Em Angola, mais de metade das mulheres não têm um emprego remunerado, quase oito em cada dez não possuem uma conta bancária e mais de metade não dispõe de um telemóvel. Os dados constam do relatório temático sobre género do Instituto Nacional de Estatística (INE), elaborado com base nos resultados do Inquérito de Indicadores Múltiplos e de Saúde (IIMS) 2023-2024.
De acordo com o documento, apenas 48,7% das mulheres inquiridas estavam a trabalhar no período em análise, o que significa que cerca de 51 em cada 100 não exerciam uma actividade laboral no momento da entrevista. Entre os homens, a proporção era de 59,1%, uma diferença de 10,4 pontos percentuais.
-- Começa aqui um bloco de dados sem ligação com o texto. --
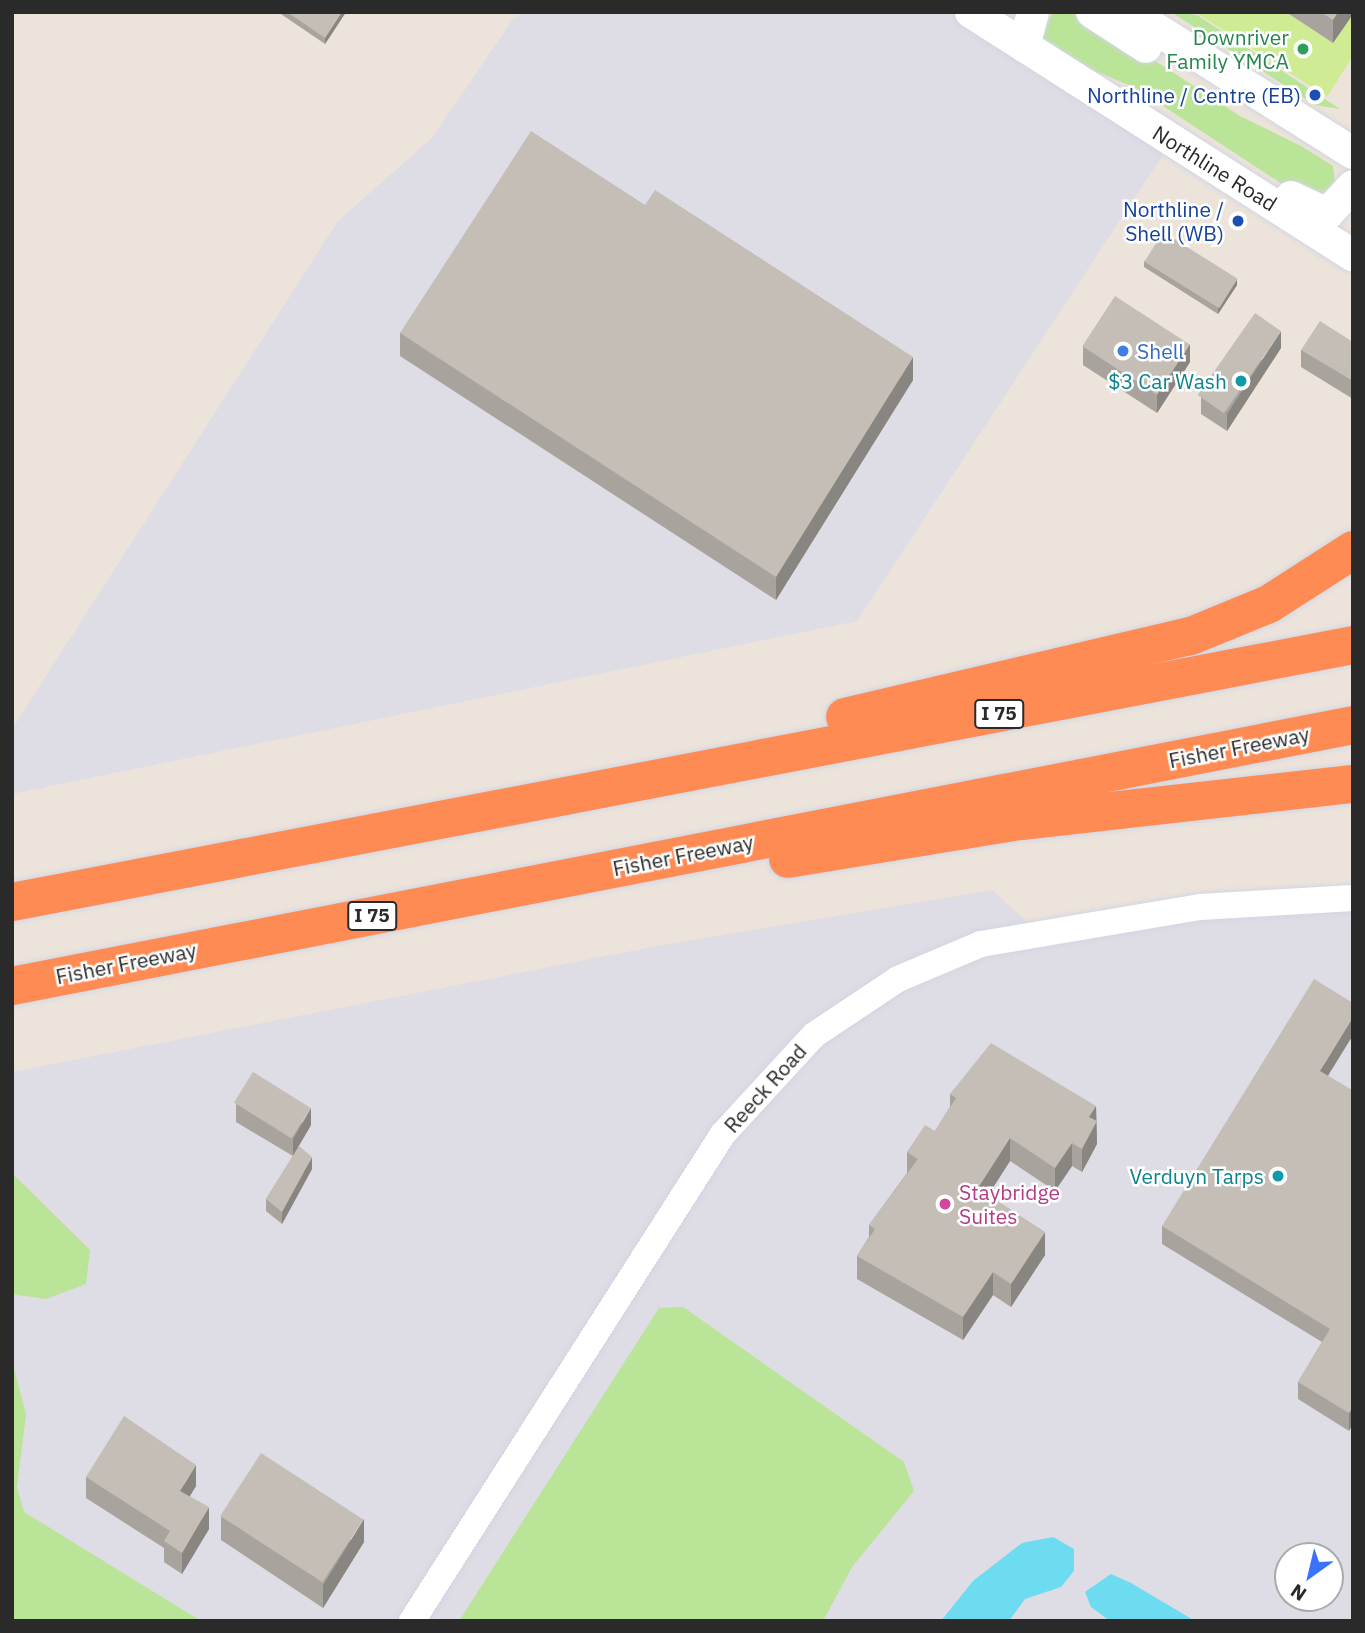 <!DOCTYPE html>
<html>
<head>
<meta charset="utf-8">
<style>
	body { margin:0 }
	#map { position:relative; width:1365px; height:1633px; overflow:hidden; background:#ece3db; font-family:"IBM Plex Sans",sans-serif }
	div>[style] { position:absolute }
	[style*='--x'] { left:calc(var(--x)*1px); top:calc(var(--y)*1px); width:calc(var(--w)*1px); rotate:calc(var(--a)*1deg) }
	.industrial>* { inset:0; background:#dedce4 }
	.green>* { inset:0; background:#bae497 }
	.pitch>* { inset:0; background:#cfeb93 }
	.water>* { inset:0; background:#6ddcf0 }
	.roads { filter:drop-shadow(0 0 2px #d1d6e3) drop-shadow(0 0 2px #d1d6e3) }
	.tertiary>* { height:26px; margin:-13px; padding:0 13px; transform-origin:13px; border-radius:13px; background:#fff }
	.secondary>* { height:32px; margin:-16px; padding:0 16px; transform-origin:16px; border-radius:16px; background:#fff }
	.motorway>* { height:38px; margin:-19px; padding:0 19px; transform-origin:19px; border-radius:19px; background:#ff8b54 }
	.wall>* { inset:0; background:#a9a39d }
	.shaded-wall>* { inset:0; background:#898580; transform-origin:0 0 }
	.building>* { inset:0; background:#c4beb7; transform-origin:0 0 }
	.dots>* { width:19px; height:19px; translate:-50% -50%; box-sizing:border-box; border:4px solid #fff; border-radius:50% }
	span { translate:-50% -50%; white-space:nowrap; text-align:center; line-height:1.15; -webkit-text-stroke:5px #fff; paint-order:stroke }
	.shield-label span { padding:2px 5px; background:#fff; border:2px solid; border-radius:5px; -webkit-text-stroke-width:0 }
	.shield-label { font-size:19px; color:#2a2a2a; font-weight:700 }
	.leisure-label { font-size:21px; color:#27864d }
	.right { translate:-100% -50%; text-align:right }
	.transit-label { font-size:21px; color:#164399 }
	.street-label { font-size:21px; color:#2a2a2a }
	.shop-label { font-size:21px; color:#366cbe }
	.left { translate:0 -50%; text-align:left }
	.culture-label { font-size:21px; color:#0d838f }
	.hotel-label { font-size:21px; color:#b23c85 }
	.frame { position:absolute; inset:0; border:14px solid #2a2a2a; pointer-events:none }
	.north { position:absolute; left:1274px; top:1542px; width:70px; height:70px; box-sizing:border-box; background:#fff; border:2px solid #aaa; border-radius:50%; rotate:214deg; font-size:19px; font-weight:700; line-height:28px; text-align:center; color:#2a2a2a }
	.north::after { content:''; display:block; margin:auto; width:24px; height:32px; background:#3973fc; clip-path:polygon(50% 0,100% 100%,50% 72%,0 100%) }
</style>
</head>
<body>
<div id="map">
	<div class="industrial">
		<div style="clip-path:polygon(524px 12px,971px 12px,1172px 141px,857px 621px,12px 794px,12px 729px,338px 221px,432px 138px,513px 19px)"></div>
		<div style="clip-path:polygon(evenodd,992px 890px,1036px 930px,1353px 898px,1353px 1621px,12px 1621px,12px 1072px,652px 947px,992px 890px,1288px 1556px,1330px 1556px,1330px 1598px,1288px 1598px,1288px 1556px)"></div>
	</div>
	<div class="green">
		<div style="clip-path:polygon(1053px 12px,1080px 12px,1240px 116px,1301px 146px,1333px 166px,1335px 184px,1327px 195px,1305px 199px,1134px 87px,1075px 63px,1044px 44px,1042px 32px)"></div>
		<div style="clip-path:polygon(1171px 12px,1197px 15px,1340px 109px,1315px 105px)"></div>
		<div style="clip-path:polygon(12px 1173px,90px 1250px,86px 1284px,46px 1299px,12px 1294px)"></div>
		<div style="clip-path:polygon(683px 1307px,904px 1462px,914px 1491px,852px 1567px,823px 1621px,459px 1621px,659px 1308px)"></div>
		<div style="clip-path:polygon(12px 1360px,26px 1415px,17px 1487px,24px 1512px,201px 1621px,12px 1621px)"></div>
	</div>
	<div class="pitch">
		<div style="clip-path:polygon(1195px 12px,1286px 12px,1333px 43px,1353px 12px,1353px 56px,1327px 97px)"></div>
	</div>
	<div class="water">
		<div style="clip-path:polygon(1053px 1537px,1074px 1549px,1074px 1571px,1061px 1587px,1025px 1599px,1009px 1621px,941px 1621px,973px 1581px,1022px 1543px)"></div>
		<div style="clip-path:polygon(1111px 1574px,1131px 1583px,1195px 1621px,1110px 1621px,1091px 1607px,1085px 1592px)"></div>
	</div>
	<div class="roads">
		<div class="tertiary">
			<div style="--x:412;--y:1621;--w:578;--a:-57.44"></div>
			<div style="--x:723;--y:1134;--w:134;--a:-47.4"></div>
			<div style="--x:814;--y:1035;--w:101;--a:-33.7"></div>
			<div style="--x:898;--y:979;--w:90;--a:-22.9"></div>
			<div style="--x:981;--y:944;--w:222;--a:-9.6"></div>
			<div style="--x:1200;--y:907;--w:153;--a:-3.4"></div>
		</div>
		<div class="secondary">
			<div style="--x:971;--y:12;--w:453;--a:32.5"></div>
			<div style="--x:1092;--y:12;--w:64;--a:32.9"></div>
			<div style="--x:1129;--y:12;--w:265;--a:32.2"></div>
			<div style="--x:1024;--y:46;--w:35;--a:-75"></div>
			<div style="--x:1291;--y:197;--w:40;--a:25"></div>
			<div style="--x:1327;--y:214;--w:38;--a:-47"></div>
		</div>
		<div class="motorway">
			<div style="--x:845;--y:717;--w:355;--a:-13.2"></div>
			<div style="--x:1191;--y:636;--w:84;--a:-22.3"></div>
			<div style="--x:1269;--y:604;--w:100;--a:-32.7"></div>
			<div style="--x:788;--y:859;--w:236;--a:-9.3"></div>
			<div style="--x:1021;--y:821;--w:334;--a:-6.4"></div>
			<div style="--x:12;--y:902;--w:1365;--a:-10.85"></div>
			<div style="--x:12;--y:986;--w:1366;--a:-11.01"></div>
		</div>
	</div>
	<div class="wall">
		<div style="clip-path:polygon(278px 12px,346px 12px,325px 44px)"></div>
		<div style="clip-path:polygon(1286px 12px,1353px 12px,1353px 14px,1333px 43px)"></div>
		<div style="clip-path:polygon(1144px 261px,1237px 285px,1218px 314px,1144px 267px)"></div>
		<div style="clip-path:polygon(400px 333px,913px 380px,776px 600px,400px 356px)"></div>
		<div style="clip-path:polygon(1353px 342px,1353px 399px,1301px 367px,1301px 350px)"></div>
		<div style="clip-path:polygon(1083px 347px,1190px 362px,1157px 413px,1083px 365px)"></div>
		<div style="clip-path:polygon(1281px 348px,1227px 431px,1201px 414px,1201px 397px)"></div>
		<div style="clip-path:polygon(1353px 1035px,1328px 1076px,1353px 1091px,1349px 1431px,1298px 1399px,1298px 1382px,1322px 1342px,1162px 1244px,1162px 1226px)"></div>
		<div style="clip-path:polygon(950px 1094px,1096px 1106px,1097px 1144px,1082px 1172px,1072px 1166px,1055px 1191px,1010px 1161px,988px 1195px,1045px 1255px,1011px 1307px,993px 1295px,963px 1340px,857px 1279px,857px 1256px,869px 1237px,869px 1225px,907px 1173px,907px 1152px,935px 1131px,950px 1107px)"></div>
		<div style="clip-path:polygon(236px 1104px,311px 1125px,298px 1147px,312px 1169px,282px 1224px,266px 1211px,266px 1199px,293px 1156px,236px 1122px)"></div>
		<div style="clip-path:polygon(86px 1477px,196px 1486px,190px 1496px,209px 1529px,182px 1574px,164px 1562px,164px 1548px,86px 1498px)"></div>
		<div style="clip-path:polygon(221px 1517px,364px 1542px,323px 1608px,221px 1540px)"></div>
	</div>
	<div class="shaded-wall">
		<div style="clip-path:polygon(342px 12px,346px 12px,325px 44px,325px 38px)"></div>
		<div style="clip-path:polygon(1338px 12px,1353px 12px,1353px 14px,1333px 43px,1333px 20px)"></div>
		<div style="clip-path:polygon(1237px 279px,1237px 285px,1218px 314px,1218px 308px)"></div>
		<div style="clip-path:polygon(1281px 331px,1281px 348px,1227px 431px,1227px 414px)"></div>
		<div style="clip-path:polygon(1190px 344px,1190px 362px,1157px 413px,1157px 395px)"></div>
		<div style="clip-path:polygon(913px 357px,913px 380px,776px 600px,776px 577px)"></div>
		<div style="left:1352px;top:381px;width:1px;height:18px"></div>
		<div style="clip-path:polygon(1353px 1017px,1353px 1035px,1320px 1088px,1320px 1071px)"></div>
		<div style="clip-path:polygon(1096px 1106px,1097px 1144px,1082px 1172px,1082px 1149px,1089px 1117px)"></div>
		<div style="clip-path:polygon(311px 1108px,311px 1125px,293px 1156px,293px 1139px)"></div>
		<div style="clip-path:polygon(1010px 1138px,1010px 1161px,978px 1211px,978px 1188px)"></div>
		<div style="clip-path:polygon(1072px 1143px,1072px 1166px,1055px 1191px,1055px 1168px)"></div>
		<div style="clip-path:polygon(312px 1157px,312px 1169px,282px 1224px,282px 1212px)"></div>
		<div style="clip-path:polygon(1045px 1232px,1045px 1255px,1011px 1307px,1011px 1284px)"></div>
		<div style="clip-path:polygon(993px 1272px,993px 1295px,963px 1340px,963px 1317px)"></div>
		<div style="clip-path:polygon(1353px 1406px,1353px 1424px,1349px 1431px,1349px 1413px)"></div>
		<div style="clip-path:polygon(196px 1465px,196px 1486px,180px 1512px,180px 1491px)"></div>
		<div style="clip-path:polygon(209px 1507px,209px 1529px,182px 1574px,182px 1553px)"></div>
		<div style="clip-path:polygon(364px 1519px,364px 1542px,323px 1608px,323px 1585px)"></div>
	</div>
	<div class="building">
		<div style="clip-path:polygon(287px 12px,342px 12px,325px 38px)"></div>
		<div style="clip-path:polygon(1321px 12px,1338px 12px,1333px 20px)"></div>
		<div style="clip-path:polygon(531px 131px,645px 205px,655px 190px,913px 357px,776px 577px,400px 333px)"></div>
		<div style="left:1163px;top:232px;width:88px;height:35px;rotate:32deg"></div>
		<div style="left:1115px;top:296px;width:89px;height:60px;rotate:33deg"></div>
		<div style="left:1255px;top:313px;width:32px;height:100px;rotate:35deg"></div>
		<div style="clip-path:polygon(1320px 321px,1353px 342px,1353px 381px,1301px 350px)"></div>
		<div style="clip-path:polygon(1314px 979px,1353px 1003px,1353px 1017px,1320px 1071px,1353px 1091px,1353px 1406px,1349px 1413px,1298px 1382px,1330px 1329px,1162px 1226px)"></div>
		<div style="clip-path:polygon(991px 1043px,1096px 1106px,1089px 1117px,1097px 1121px,1082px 1149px,1072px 1143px,1055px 1168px,1010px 1138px,978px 1188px,1045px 1232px,1011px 1284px,993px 1272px,963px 1317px,857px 1256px,875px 1229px,869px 1225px,918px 1159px,907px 1152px,925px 1125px,935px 1131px,956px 1098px,950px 1094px)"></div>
		<div style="left:253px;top:1072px;width:68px;height:36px;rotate:32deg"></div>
		<div style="clip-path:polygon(299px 1146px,312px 1157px,282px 1212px,266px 1199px)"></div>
		<div style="clip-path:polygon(124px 1416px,196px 1465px,180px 1491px,209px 1507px,182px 1553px,164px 1541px,170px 1531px,86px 1477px)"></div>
		<div style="left:261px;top:1453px;width:122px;height:75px;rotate:33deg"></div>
	</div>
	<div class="dots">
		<div style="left:1303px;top:49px;background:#2e9e5b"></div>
		<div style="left:1315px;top:95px;background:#1a4fb4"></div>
		<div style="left:1238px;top:221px;background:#1a4fb4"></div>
		<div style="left:1123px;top:351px;background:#3f7fe0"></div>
		<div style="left:1241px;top:381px;background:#0f9aa8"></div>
		<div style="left:1278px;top:1176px;background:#0f9aa8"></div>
		<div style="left:945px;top:1204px;background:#d1479c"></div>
	</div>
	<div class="shield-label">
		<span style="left:999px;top:714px">I 75</span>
		<span style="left:372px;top:916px">I 75</span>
	</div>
	<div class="leisure-label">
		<span class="right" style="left:1289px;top:49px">Downriver<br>Family YMCA</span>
	</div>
	<div class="transit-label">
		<span class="right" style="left:1301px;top:95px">Northline / Centre (EB)</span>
		<span class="right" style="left:1224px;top:221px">Northline /<br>Shell (WB)</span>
	</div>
	<div class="street-label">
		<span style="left:1215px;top:168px;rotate:32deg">Northline Road</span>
		<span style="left:1239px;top:747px;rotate:-11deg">Fisher Freeway</span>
		<span style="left:683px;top:855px;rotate:-11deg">Fisher Freeway</span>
		<span style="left:126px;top:963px;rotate:-11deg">Fisher Freeway</span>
		<span style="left:765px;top:1088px;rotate:-48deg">Reeck Road</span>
	</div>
	<div class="shop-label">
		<span class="left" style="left:1137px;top:351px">Shell</span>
	</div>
	<div class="culture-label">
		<span class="right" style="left:1227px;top:381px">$3 Car Wash</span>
		<span class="right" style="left:1264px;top:1176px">Verduyn Tarps</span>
	</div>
	<div class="hotel-label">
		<span class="left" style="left:959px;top:1204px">Staybridge<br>Suites</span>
	</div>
	<div class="frame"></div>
	<div class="north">N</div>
</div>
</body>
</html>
Entre as mulheres que estavam a trabalhar, 56,3% residiam em zonas urbanas e 43,7% em áreas rurais. Mas é também nas cidades que se encontrava a maior parcela das mulheres que não trabalha. Do total destas mulheres, 78,5% residiam em áreas urbanas, contra 21,5% nas zonas rurais.
A exclusão financeira feminina é outro dos principais indicadores revelados pelo estudo. Apenas 23,4% das mulheres declararam possuir uma conta bancária ou ter acesso a uma instituição financeira formal. Isto significa que mais de três em cada quatro mulheres permanecem fora dos canais formais de intermediação financeira.
Entre as mulheres que tinham conta, 79,7% afirmaram ter movimentado dinheiro nos 12 meses anteriores ao inquérito, enquanto 20,3% não tinham realizado qualquer movimentação no período.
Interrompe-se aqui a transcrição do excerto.